DATA PROVIDED Block Start

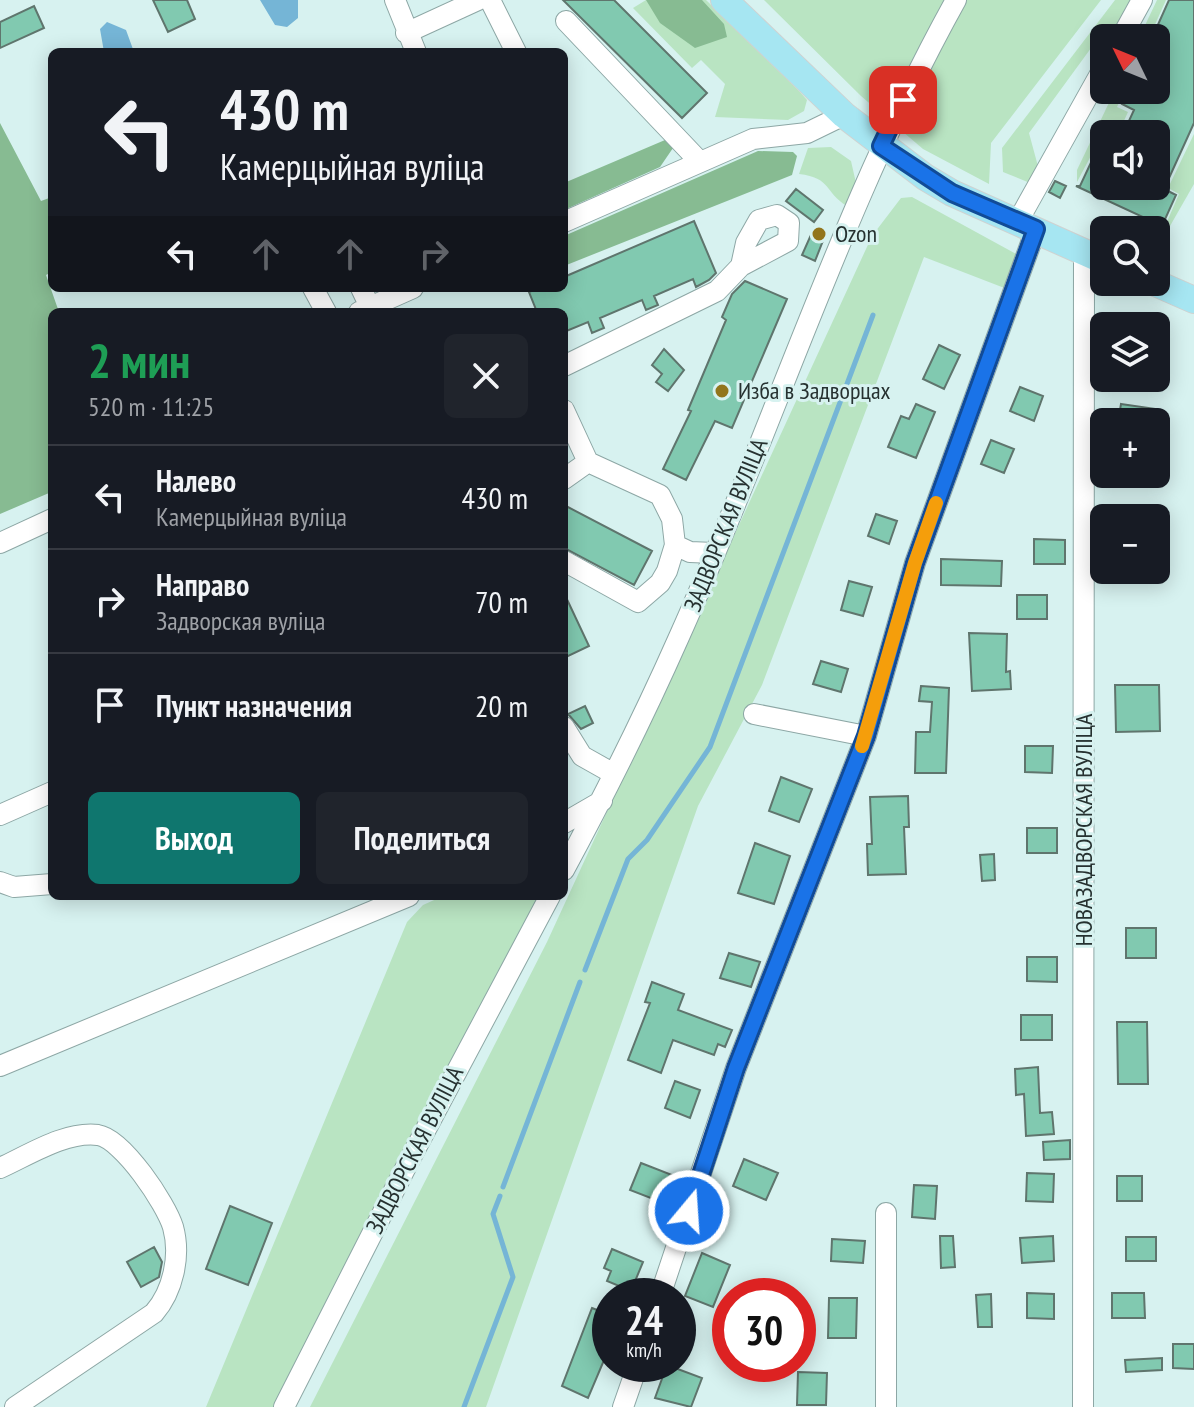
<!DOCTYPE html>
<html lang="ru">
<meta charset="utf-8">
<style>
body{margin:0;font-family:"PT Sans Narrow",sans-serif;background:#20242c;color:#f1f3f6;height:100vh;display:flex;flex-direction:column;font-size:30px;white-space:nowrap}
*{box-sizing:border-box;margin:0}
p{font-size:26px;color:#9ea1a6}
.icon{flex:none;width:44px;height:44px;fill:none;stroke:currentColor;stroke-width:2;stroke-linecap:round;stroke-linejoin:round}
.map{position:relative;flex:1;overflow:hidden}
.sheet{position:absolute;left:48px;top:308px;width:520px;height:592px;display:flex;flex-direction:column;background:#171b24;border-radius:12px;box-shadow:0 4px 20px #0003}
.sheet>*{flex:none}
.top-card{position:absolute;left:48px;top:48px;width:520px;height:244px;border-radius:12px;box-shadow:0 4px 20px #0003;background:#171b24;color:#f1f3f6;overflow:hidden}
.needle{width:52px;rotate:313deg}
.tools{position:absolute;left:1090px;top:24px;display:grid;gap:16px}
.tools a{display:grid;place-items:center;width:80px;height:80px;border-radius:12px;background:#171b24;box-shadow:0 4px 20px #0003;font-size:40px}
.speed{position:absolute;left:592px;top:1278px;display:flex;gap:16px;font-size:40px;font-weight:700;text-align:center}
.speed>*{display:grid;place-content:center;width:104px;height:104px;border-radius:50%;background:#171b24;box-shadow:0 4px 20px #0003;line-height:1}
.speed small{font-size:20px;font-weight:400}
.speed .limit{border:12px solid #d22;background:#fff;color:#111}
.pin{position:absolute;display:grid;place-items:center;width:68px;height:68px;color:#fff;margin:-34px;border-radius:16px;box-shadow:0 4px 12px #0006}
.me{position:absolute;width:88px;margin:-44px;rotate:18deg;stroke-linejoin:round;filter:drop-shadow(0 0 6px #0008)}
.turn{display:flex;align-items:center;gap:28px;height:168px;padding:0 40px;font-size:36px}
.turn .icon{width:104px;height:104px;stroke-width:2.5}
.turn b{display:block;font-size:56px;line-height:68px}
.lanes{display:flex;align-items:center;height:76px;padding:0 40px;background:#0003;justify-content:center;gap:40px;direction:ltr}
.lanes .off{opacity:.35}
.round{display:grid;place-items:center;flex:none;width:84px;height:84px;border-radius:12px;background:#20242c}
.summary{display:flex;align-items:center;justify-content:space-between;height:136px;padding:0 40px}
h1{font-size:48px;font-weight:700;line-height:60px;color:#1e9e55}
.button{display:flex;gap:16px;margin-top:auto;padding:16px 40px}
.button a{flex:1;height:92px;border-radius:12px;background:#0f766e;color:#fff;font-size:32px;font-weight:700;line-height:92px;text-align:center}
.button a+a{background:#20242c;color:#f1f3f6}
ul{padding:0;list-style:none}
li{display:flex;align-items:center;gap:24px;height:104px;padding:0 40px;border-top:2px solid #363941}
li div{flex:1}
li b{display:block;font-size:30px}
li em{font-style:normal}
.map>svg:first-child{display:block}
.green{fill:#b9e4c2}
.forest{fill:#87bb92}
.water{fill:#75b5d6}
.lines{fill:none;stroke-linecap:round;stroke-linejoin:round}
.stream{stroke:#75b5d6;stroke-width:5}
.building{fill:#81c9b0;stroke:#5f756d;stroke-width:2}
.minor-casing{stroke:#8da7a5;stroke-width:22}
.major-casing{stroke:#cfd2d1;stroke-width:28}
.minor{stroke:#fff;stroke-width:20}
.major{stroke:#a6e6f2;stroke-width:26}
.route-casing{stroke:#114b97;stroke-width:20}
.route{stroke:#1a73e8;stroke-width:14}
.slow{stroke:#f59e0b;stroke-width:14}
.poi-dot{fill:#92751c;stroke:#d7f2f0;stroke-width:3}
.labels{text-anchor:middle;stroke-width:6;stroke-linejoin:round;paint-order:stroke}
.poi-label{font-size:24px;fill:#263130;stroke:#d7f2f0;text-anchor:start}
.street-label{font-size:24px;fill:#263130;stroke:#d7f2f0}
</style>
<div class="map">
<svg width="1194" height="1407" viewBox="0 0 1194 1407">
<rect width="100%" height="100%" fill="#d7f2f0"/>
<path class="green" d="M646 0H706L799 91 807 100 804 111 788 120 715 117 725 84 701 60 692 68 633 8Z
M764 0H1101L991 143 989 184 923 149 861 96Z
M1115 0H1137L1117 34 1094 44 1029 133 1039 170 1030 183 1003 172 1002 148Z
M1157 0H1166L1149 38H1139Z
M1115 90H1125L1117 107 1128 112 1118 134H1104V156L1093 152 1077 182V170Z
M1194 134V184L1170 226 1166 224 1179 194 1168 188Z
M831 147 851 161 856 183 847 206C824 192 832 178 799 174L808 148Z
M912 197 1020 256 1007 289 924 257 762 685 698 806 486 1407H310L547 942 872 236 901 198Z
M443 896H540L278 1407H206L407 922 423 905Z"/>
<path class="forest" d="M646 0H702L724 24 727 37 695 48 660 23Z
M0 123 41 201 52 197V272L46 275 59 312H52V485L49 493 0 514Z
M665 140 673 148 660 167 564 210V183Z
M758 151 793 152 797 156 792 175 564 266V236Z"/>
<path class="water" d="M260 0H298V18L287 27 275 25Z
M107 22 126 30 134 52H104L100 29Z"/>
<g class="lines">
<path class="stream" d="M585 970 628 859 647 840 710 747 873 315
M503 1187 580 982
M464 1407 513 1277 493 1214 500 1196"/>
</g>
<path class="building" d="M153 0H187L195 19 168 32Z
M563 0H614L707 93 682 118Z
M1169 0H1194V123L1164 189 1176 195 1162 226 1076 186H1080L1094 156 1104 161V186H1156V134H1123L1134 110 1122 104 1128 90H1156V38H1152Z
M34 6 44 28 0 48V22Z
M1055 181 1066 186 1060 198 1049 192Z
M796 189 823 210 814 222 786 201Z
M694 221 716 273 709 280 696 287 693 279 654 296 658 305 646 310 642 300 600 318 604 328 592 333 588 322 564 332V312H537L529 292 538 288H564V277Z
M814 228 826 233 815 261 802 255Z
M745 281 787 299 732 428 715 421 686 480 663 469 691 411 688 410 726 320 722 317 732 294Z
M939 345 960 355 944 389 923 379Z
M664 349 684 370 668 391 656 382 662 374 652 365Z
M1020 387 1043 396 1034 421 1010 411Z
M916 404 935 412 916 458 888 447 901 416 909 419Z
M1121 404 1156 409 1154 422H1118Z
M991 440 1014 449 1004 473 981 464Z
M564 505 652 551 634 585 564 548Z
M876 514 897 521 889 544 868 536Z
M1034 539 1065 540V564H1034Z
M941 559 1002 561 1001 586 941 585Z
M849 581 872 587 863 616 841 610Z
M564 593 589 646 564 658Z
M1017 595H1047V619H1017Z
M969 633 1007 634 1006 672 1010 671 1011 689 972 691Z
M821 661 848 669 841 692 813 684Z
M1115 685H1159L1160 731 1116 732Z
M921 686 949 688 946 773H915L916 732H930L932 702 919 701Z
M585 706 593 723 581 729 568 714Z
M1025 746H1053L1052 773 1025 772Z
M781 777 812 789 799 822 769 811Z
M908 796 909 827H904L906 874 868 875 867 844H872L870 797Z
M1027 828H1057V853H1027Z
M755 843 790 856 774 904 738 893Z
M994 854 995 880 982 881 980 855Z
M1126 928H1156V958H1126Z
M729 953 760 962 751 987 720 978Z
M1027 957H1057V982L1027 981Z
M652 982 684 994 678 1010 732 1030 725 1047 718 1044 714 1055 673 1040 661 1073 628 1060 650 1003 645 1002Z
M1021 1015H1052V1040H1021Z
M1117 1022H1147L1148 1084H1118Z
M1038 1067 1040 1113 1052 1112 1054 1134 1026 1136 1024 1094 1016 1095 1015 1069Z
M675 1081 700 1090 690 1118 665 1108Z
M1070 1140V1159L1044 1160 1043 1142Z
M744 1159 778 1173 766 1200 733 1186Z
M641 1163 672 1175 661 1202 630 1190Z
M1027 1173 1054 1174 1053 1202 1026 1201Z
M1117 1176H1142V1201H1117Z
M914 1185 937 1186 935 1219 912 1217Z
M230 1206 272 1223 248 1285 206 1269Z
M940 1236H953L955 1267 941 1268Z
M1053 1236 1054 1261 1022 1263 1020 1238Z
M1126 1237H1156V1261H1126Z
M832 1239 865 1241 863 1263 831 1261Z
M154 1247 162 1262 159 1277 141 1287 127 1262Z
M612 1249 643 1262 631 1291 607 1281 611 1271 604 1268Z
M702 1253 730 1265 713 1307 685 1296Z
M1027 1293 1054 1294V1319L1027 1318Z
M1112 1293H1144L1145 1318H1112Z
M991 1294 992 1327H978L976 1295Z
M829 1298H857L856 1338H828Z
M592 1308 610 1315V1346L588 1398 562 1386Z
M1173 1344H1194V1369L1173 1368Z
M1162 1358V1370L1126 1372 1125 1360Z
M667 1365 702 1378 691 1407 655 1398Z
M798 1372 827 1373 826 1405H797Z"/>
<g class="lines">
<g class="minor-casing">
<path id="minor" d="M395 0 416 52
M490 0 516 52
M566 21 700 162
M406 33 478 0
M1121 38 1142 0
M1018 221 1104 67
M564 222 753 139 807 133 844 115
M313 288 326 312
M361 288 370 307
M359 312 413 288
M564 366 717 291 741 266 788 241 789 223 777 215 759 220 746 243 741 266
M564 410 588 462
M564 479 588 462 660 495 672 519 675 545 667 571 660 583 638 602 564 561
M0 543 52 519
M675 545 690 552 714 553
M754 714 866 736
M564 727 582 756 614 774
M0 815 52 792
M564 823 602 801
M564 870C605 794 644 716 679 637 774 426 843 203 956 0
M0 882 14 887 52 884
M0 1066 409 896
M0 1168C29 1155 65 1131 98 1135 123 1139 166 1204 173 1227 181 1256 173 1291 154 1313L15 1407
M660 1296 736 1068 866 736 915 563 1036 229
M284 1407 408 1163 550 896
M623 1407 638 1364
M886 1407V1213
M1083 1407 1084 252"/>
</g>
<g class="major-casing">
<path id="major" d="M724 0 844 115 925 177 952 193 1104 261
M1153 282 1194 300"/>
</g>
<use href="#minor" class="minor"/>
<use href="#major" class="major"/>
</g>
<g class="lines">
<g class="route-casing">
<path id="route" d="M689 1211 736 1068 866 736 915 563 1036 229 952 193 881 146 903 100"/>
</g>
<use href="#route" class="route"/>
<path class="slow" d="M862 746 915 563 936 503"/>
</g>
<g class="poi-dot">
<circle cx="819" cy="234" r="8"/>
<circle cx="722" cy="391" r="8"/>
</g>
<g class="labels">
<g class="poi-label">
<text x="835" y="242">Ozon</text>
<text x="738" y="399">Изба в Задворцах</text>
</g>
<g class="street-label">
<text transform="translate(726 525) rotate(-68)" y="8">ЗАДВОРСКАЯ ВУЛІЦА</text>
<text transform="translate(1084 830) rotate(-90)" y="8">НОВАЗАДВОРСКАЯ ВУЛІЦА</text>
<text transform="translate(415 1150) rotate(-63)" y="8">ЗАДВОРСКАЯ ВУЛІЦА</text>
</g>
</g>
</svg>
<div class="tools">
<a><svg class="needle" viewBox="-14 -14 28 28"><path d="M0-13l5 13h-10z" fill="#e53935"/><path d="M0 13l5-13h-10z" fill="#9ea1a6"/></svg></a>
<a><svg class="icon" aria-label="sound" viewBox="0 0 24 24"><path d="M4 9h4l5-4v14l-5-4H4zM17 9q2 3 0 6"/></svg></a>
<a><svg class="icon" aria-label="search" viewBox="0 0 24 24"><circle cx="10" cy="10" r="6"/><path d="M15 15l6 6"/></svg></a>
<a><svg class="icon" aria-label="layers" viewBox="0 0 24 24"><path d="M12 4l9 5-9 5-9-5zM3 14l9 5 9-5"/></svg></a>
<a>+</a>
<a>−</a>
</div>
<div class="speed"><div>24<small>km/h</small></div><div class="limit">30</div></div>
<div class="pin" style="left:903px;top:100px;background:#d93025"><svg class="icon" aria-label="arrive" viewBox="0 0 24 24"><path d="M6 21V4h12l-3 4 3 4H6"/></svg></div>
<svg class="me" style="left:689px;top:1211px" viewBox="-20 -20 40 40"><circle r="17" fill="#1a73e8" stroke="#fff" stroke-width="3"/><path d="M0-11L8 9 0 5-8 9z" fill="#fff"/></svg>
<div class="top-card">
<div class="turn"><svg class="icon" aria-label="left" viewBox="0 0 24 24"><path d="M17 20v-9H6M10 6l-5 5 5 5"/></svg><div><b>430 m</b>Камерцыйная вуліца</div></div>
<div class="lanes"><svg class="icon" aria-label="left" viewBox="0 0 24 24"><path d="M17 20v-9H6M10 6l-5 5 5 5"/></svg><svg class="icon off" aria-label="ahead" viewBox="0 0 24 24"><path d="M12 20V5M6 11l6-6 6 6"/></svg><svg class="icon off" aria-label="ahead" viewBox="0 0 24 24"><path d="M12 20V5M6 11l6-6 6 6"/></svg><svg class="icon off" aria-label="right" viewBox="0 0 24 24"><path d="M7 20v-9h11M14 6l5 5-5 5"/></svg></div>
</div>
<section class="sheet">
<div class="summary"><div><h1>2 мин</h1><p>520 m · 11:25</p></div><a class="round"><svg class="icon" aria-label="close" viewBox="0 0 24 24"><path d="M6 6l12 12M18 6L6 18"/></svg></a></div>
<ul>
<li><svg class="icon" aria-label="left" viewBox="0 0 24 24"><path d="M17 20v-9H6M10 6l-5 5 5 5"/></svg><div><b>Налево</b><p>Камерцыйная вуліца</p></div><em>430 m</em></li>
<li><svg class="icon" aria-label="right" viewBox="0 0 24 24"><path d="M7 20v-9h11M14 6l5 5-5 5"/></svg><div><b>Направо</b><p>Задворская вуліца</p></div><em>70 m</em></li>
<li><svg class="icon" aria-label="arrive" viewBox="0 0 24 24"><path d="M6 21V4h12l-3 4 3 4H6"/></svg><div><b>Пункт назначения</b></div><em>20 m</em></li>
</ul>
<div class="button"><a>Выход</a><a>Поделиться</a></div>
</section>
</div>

DATA PROVIDED Block End

■ **TASK TO CARRY OUT**
To answer, report how many lines of the listing contain the word "linejoin", as a number with nothing else.

■ **RESULT OF THIS EXERCISE**
4